Gelelim “ABD’ye kaçmış” olduğum iddiasına. Bugüne kadar çoğu işim gereği 40’tan fazla ülkeye yaptığım 100’den fazla seyahat oldu. Bu ülkelerin bir kısmında toplamda 4 yıldan uzun süre yaşadım. Çalıştığım şirketin merkezi ABD’de olduğu için bugüne kadar 15-20 kez gidip geldim ve yine toplamda 2 yıldan uzun süre yaşadım. Yani ne ilk kez yurt dışına çıkıyorum ne de ilk kez ABD’ye geliyorum. Daha önce kanalımdaki videolarımda da bahsettiğim gibi buraya geliş sebebim oğlumun eğitimi ve YouTube tarafından değişim elçisi seçilmem nedeniyle uluslararası projeler yapmak üzere davet edilmiş olmam. Nitekim SCARECROW adlı projem bunun ilk meyvesidir. Bu ve benzeri projeleri yapmaya devam ediyorum ve yaptıklarımı da her zaman paylaşıyorum. Öte yandan Türkiye’deki projelerim de hala tüm hızıyla devam ediyor. Dolayısıyla tıpkı eskiden olduğu gibi şimdi de iki ülkede yaşamaya devam ediyorum.

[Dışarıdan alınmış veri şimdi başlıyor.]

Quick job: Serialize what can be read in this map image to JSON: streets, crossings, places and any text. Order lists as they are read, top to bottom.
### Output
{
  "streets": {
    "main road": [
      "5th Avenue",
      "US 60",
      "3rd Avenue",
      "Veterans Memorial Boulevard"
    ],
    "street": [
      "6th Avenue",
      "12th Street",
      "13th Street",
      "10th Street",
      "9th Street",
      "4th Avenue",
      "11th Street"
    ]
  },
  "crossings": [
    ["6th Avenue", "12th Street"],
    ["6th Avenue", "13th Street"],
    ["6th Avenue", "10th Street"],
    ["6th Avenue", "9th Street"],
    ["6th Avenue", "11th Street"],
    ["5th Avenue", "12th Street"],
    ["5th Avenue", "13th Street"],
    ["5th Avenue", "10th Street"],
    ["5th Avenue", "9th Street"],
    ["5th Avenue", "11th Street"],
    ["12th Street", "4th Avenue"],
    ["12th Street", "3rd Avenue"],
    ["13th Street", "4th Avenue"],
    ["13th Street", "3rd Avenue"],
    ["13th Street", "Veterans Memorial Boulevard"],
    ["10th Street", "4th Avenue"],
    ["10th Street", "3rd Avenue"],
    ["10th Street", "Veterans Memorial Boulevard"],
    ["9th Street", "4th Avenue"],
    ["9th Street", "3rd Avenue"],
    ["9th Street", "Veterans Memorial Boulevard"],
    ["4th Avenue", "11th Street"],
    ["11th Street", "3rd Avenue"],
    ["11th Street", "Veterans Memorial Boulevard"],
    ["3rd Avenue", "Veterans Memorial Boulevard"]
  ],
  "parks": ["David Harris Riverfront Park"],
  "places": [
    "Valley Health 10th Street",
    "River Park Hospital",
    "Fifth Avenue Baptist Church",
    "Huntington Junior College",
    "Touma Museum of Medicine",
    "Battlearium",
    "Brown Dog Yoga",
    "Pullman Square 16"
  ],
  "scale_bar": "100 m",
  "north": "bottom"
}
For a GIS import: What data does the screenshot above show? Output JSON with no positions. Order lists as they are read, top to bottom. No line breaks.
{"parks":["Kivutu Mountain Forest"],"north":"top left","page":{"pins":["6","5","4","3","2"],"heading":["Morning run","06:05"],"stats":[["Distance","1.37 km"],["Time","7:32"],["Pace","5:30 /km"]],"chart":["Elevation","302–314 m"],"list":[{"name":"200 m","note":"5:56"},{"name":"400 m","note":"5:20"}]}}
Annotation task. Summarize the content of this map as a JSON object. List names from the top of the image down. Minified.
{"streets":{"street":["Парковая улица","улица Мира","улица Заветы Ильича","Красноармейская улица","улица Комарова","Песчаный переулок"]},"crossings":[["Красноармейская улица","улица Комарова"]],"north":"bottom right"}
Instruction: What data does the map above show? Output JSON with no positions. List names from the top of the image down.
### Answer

Ekşi Sözlük’teki arkadaşlar oğlumun ismi ve gittiği okulu da merak etmiş. “Sufi” ismini ona verdiğimiz zaman Türkiye’de bu isimde hiç kimse yoktu. Hatta o yüzden doğduğu gün TRT’de hazırlanan bir programdaki konulardan biri olmuştu bu mevzu. Ona neden ve nasıl bu ismi verdiğimizi merak edenler eşimin 2011 yılında yazdığı şu yazıyı okuyabilirler. Doğumunu ve büyümesini merak edenler yine eşimin yazdığı onlarca yazıyı okuyabilirler (sağolsun eşim sayesinde son derece şeffaf bir hayatımız var 🙂 Kısaca ona bu ismi verirken daha önce hiç kimsede bu ismi görmedik ve yaşayan hiç kimseden esinlenmedik. Ekran görüntüleriyle ispat edilmeye çalışılan (!) gittiği okulun bir “cemaat okulu” olduğu iddiası da tamamen asılsız bir iddia. Bu okul iddia edildiği gibi herhangi bir Türk Okulu olmadığı gibi (450 kişilik okulda geçen yıl Sufi’den başka sadece bir Türk çocuk vardı) özel okul bile değildir. ABD’deki en yaygın okul türü olan “Public School”dur yani bildiğiniz devlet okulu.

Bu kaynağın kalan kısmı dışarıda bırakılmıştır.